Appellant later successfully applied to join 3rd respondent to the suit as 2nd defendant, but he (3rd respondent) did not respond to the case at all.  Pleadings were exchanged between 1st and 2nd respondents as plaintiffs and appellant as 1st defendant along the lines explained above. First and 2nd respondents’ bid to respond to appellant’s statement of defence and counterclaim was refused by the High Court so the case went to trial without a reply or defence by them to appellant’s counterclaim. In proof of their claim, 1st and 2nd respondents testified for themselves, called one other witness and tendered two documents in evidence marked Exhibits “A’ and “B” and close their case. Appellant testified in defence of the claim and proof of his counterclaim and tendered two documents marked Exhibits “C1″ and “C2″ and closed his case. In its judgment of 17/10/2016, the High Court believed 1st and 2nd respondent’s version of the events and held in their favour. Dissatisfied with that judgment, appellant appealed to the Court of Appeal.

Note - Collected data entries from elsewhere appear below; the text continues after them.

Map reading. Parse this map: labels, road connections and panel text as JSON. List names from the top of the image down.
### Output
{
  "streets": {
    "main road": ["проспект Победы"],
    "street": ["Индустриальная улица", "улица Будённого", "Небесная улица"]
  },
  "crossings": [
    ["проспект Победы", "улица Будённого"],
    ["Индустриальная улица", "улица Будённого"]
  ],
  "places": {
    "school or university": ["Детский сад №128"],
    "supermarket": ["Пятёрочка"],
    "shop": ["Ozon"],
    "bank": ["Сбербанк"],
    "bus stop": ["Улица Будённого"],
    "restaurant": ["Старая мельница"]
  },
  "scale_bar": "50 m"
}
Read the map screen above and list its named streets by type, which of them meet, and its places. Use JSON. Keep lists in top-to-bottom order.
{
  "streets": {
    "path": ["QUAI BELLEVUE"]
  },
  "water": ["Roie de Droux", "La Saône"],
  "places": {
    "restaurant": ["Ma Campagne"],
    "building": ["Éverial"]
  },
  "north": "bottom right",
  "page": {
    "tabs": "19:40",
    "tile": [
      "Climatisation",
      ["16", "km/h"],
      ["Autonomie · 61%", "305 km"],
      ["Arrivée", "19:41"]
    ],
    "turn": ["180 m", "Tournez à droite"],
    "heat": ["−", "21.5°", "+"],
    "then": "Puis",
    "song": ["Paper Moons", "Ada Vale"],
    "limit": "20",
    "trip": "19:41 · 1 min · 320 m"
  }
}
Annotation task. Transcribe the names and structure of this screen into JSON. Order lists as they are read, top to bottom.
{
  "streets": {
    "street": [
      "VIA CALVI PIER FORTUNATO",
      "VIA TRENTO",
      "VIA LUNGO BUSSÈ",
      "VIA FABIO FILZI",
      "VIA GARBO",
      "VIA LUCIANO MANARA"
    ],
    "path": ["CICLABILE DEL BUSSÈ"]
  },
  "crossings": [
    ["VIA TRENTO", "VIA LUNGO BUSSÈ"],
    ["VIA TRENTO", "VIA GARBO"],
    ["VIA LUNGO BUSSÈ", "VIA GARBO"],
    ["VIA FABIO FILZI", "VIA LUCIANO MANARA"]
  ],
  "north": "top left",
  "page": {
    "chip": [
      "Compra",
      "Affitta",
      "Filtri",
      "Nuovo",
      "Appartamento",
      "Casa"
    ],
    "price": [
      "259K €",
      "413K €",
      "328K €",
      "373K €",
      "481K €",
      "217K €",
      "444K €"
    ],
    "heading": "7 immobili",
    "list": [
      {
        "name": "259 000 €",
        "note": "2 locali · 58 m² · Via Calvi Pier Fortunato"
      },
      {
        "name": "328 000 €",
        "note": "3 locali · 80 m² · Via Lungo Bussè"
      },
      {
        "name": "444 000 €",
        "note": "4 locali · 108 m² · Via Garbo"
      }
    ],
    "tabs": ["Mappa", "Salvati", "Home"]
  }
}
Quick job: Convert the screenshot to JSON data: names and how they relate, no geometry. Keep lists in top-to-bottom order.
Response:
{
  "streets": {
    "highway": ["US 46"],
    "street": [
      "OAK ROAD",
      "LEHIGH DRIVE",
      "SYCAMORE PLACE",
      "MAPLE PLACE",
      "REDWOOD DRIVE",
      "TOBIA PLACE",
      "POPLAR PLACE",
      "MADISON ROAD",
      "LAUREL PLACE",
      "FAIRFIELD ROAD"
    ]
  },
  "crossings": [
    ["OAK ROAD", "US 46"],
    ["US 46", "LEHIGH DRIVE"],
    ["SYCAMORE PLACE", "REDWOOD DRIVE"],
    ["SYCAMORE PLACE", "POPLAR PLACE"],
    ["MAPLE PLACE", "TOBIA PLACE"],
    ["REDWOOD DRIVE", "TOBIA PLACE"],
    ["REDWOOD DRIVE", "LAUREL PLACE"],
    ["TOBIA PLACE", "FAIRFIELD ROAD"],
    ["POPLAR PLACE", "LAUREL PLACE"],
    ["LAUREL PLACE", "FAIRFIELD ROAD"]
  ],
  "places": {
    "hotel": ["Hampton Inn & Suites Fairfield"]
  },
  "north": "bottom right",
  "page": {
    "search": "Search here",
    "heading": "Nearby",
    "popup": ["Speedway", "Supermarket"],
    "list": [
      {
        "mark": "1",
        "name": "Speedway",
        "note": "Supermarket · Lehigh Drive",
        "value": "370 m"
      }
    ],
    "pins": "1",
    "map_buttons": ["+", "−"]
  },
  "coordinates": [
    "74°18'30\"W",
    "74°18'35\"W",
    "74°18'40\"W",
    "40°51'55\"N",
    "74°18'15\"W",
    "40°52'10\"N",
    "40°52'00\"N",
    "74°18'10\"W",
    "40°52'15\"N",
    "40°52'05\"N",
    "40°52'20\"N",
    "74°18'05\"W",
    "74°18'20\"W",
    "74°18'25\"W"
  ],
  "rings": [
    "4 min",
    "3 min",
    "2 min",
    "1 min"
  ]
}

The Court determined the appeal on these issues couched as follows:

  1. Whether the trial Court was right in resolving the discrepancies and conflicting dates, time and year of death of the former 1st plaintiff which spans three affidavits from 2007-2015 without first calling oral evidence.
  2. Whether the 2nd respondent who received 5% commission and an agent of a disclosed principal is a proper party to the suit as 2nd plaintiff.
  3. Whether the trial Court fully and rightly understood the doctrine of agency by ratification when it held that the facts and acts of the 2nd respondent did not bind the former title holder because they were never agents of the former title holder.
  4. Whether the trial Court is not wrong in refusing to decline jurisdiction on grounds of improper parties and absence of cause of action and locus standi of the plaintiffs.
  5. Whether having regard to the entire facts and circumstances of this case including the nature of evidence adduced, the findings and judgment of the trial Court is not perverse and based on improper evaluation and appraisal of the evidence adduced at the trial.
  6. Whether having found that the 3rd and 2nd respondents acted beyond their terms of contract by collecting the purchase price and 5% agency commission respectively from the appellant, the trial Court was not wrong in failing to grant the appellant’s alternative prayers in the counterclaim against them particularly as there was no defence to the counterclaim.


On the whole, the Court found no merit in the appeal and accordingly dismissed same.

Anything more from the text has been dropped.